> _Records supplied_:
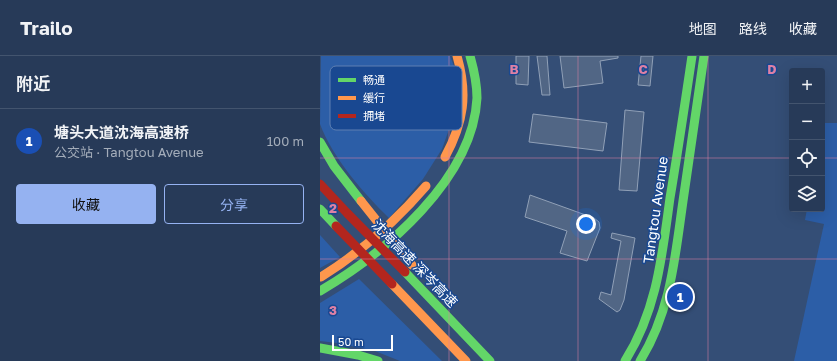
<!DOCTYPE html>
<html lang="zh">
<head>
<meta charset="utf-8">
<style>
  :root { --surface:#273a58; --page:#2f415e; --text:#f1f3f6; --muted:#a4adba; --line:#43546e; --accent:#95b2f1 }
  body { margin:0; font-family:"Golos Text","Noto Sans SC",sans-serif; background:var(--page); color:var(--text) }
  .controls { position:absolute; right:12px; top:12px; display:grid; overflow:hidden; border-radius:4px; box-shadow:0 4px 16px #0002 }
  .controls button { width:36px; height:36px; display:grid; place-items:center; padding:0; border:0; border-bottom:1px solid var(--line); background:var(--surface); color:var(--text); font:20px sans-serif }
  .scale { position:absolute; left:12px; bottom:10px; width:61px; box-sizing:border-box; padding-left:4px; border:2px solid #fff; border-top:0; font-size:11px; line-height:14px; white-space:nowrap; color:#fff; -webkit-text-stroke:3px #194891; paint-order:stroke }
  .you { position:absolute; left:266px; top:168px; width:14px; height:14px; margin:-10px; border:3px solid #fff; border-radius:50%; background:#1a73e8; box-shadow:0 0 0 6px #1a73e833 }
  .badge { display:grid; place-items:center; width:26px; height:26px; border-radius:50%; background:var(--accent); color:#fff; font-size:13px; font-weight:700 }
  .pin { position:absolute; translate:-50% -50%; border:2px solid #fff; box-shadow:0 1px 4px #0006 }
  .list { margin:0; padding:0; list-style:none }
  h2 { display:flex; justify-content:space-between; align-items:center; height:52px; margin:0; padding:0 16px; font-size:17px }
  h2 small { font-size:13px; font-weight:400; color:var(--muted) }
  .list li { display:grid; grid-template-columns:26px 1fr auto; gap:12px; align-items:center; box-sizing:border-box; height:64px; padding:0 16px; border-top:1px solid var(--line) }
  .list b { display:block; font-size:15px; white-space:nowrap }
  .list p { margin:0; font-size:13px; white-space:nowrap; color:var(--muted) }
  .list em { font-size:13px; font-style:normal; color:var(--muted) }
  .actions { display:flex; gap:8px; padding:12px 16px }
  .actions a { flex:1; padding:9px 0; border:1px solid var(--accent); border-radius:4px; text-align:center; font-size:14px; color:var(--accent) }
  .actions .main { background:var(--accent); color:#111 }
  .icon { flex:none; width:22px; height:22px; fill:none; stroke:currentColor; stroke-width:2; stroke-linecap:round; stroke-linejoin:round }
  .map { position:relative; flex:none; width:517px; height:305px; overflow:hidden }
  header { display:flex; align-items:center; gap:24px; box-sizing:border-box; height:56px; padding:0 20px; background:var(--surface); border-bottom:1px solid var(--line) }
  header strong { font-size:19px }
  nav { display:flex; gap:22px; margin-inline-start:auto; font-size:14px }
  main { display:flex }
  aside { flex:1; background:var(--surface) }
  .map>svg:first-child { display:block }
  .green { fill:#2c5ea7 }
  .building { fill:#516685; stroke:#90a0b7 }
  .lines { fill:none; stroke-linecap:round; stroke-linejoin:round }
  .fast { stroke:#63d668; stroke-width:9 }
  .slow { stroke:#ff974d; stroke-width:9 }
  .jam { stroke:#b3261e; stroke-width:9 }
  .slow-bridge { stroke:#ff974d; stroke-width:9 }
  .jam-bridge { stroke:#b3261e; stroke-width:9 }
  .grid { fill:none; stroke:#dd80a5; stroke-width:1; stroke-opacity:0.55 }
  .labels { text-anchor:middle; dominant-baseline:central; stroke-width:3; stroke-linejoin:round; paint-order:stroke }
  .street-label { font-size:14px; fill:#fff; stroke:#194891 }
  .key { fill:#194891; stroke:#5e7fb2; stroke-width:1 }
  .key-label { font-size:11px; fill:#fff }
  .grid-label { font-size:13px; text-anchor:middle; font-weight:bold; fill:#dd80a5; stroke:#194891; stroke-width:3; stroke-linejoin:round; paint-order:stroke }
</style>
</head>
<body>
<header>
<strong>Trailo</strong>
<nav><a>地图</a><a>路线</a><a>收藏</a></nav>
</header>
<main>
<aside>
<h2>附近<small></small></h2>
<ul class="list">
<li><span class="badge" style="background:#1a4fb4">1</span><div><b>塘头大道沈海高速桥</b><p>公交站 · Tangtou Avenue</p></div><em>100 m</em></li>
</ul>
<div class="actions"><a class="main">收藏</a><a>分享</a></div>
</aside>
<div class="map">
<svg width="517" height="305" viewBox="0 0 517 305">
  <rect width="100%" height="100%" fill="#344e76"/>
  <g class="green">
    <path d="M 1,0 L 130,0 L 135,13 L 137,51 L 122,93 L 103,123 L 69,162 C 44,138 12,101 0,68 Z"/>
    <path d="M 502,67 L 517,67 L 517,305 L 474,305 L 504,168 L 485,164 L 487,153 L 502,153 Z"/>
    <path d="M 0,179 L 20,201 L 0,212 Z"/>
    <path d="M 39,223 L 122,305 L 80,305 L 55,295 L 17,287 L 0,285 L 0,247 Z"/>
  </g>
  <g class="building">
    <path d="M 196,0 L 209,0 L 208,29 L 196,28 Z"/>
    <path d="M 217,0 L 227,0 L 230,39 L 222,39 Z"/>
    <path d="M 240,0 L 298,0 L 298,2 L 280,5 L 283,27 L 244,32 Z"/>
    <path d="M 321,0 L 333,0 L 330,30 L 318,29 Z"/>
    <path d="M 305,54 L 324,56 L 317,135 L 299,134 Z"/>
    <path d="M 213,58 L 287,67 L 283,95 L 209,86 Z"/>
    <path d="M 210,139 L 274,162 L 279,166 L 280,172 L 267,205 L 240,197 L 247,175 L 205,161 Z"/>
    <path d="M 292,177 L 315,182 L 304,244 L 300,254 L 297,256 L 279,243 L 281,236 L 291,239 L 301,185 L 291,182 Z"/>
  </g>
  <g class="lines">
    <g class="fast">
      <path d="M 0,86 L 14,110 L 41,145"/>
      <path d="M 0,153 L 16,170"/>
      <path d="M 85,216 L 170,305"/>
      <path d="M 0,235 C 65,197 153,123 157,42 C 157,27 154,14 150,0"/>
      <path d="M 0,292 L 38,299 L 58,305"/>
      <path d="M 305,305 C 337,254 342,200 350,142 C 358,95 365,47 372,0"/>
      <path d="M 320,305 C 351,255 355,201 363,145 C 370,96 377,48 384,0"/>
    </g>
    <g class="slow">
      <path d="M 125,101 C 144,66 148,38 137,0"/>
      <path d="M 1,221 C 41,196 75,166 106,130"/>
      <path d="M 72,228 L 146,305"/>
    </g>
    <path class="jam" d="M 0,128 L 28,158"/>
    <path class="slow-bridge" d="M 41,145 L 92,209"/>
    <g class="jam-bridge">
      <path d="M 28,158 L 85,216"/>
      <path d="M 16,170 L 72,228"/>
    </g>
  </g>
  <path class="grid" d="M 129,0 L 129,305M 258,0 L 258,305M 388,0 L 388,305M 0,102 L 472,102M 502,102 L 517,102M 0,203 L 517,203"/>
  <g class="labels">
    <g class="street-label">
      <text transform="translate(335 154) rotate(-82)">Tangtou Avenue</text>
      <text transform="translate(95 207) rotate(46)">沈海高速 深岑高速</text>
    </g>
  </g>
  <rect x="10" y="10" width="132" height="64" rx="6" class="key"/>
  <rect x="18" y="22" width="18" height="4" fill="#63d668"/>
  <rect x="18" y="40" width="18" height="4" fill="#ff974d"/>
  <rect x="18" y="58" width="18" height="4" fill="#b3261e"/>
  <g class="key-label">
    <text x="43" y="28">畅通</text>
    <text x="43" y="46">缓行</text>
    <text x="43" y="64">拥堵</text>
  </g>
  <g class="grid-label">
    <text x="194" y="18">B</text>
    <text x="323" y="18">C</text>
    <text x="452" y="18">D</text>
    <text x="13" y="157">2</text>
    <text x="13" y="259">3</text>
  </g>
</svg>
<div class="controls">
<button>+</button>
<button>−</button>
<button><svg class="icon" aria-label="locate" viewBox="0 0 24 24"><circle cx="12" cy="12" r="6"/><path d="M12 2v4M12 18v4M2 12h4M18 12h4"/></svg></button>
<button><svg class="icon" aria-label="layers" viewBox="0 0 24 24"><path d="M12 4l9 5-9 5-9-5zM3 14l9 5 9-5"/></svg></button>
</div>
<div class="scale">50 m</div>
<div class="you"></div>
<div class="pin badge" style="left:360px;top:241px;background:#1a4fb4">1</div>
</div>
</main>
</body>
</html>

> _Assignment_: If a line above includes the string "bridge", pick it out.

> _Result of this exercise_:
  .slow-bridge { stroke:#ff974d; stroke-width:9 }
  .jam-bridge { stroke:#b3261e; stroke-width:9 }
    <path class="slow-bridge" d="M 41,145 L 92,209"/>
    <g class="jam-bridge">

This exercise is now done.